=== What is required ===
Make an exact copy of every entry.

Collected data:
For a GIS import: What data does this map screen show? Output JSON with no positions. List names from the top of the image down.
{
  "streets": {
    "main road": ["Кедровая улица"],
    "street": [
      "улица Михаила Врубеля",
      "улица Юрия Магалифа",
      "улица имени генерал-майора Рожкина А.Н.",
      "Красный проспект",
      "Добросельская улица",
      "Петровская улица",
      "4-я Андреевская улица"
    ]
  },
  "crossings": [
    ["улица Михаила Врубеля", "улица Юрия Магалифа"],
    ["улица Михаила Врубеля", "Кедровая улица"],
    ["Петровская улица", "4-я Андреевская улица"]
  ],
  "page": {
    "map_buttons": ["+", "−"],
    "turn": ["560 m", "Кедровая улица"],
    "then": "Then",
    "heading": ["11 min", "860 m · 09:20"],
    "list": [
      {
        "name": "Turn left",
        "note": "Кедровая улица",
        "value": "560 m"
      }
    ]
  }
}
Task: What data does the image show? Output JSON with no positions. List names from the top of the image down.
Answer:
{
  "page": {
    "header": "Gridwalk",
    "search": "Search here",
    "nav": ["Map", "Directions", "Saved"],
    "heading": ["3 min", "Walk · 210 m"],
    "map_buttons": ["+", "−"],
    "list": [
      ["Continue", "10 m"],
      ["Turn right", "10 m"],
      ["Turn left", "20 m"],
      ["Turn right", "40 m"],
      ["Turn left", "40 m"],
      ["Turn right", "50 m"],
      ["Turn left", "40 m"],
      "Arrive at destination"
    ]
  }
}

=== Final answer ===
For a GIS import: What data does this map screen show? Output JSON with no positions. List names from the top of the image down.
{
  "streets": {
    "main road": ["Кедровая улица"],
    "street": [
      "улица Михаила Врубеля",
      "улица Юрия Магалифа",
      "улица имени генерал-майора Рожкина А.Н.",
      "Красный проспект",
      "Добросельская улица",
      "Петровская улица",
      "4-я Андреевская улица"
    ]
  },
  "crossings": [
    ["улица Михаила Врубеля", "улица Юрия Магалифа"],
    ["улица Михаила Врубеля", "Кедровая улица"],
    ["Петровская улица", "4-я Андреевская улица"]
  ],
  "page": {
    "map_buttons": ["+", "−"],
    "turn": ["560 m", "Кедровая улица"],
    "then": "Then",
    "heading": ["11 min", "860 m · 09:20"],
    "list": [
      {
        "name": "Turn left",
        "note": "Кедровая улица",
        "value": "560 m"
      }
    ]
  }
}
Task: What data does the image show? Output JSON with no positions. List names from the top of the image down.
Answer:
{
  "page": {
    "header": "Gridwalk",
    "search": "Search here",
    "nav": ["Map", "Directions", "Saved"],
    "heading": ["3 min", "Walk · 210 m"],
    "map_buttons": ["+", "−"],
    "list": [
      ["Continue", "10 m"],
      ["Turn right", "10 m"],
      ["Turn left", "20 m"],
      ["Turn right", "40 m"],
      ["Turn left", "40 m"],
      ["Turn right", "50 m"],
      ["Turn left", "40 m"],
      "Arrive at destination"
    ]
  }
}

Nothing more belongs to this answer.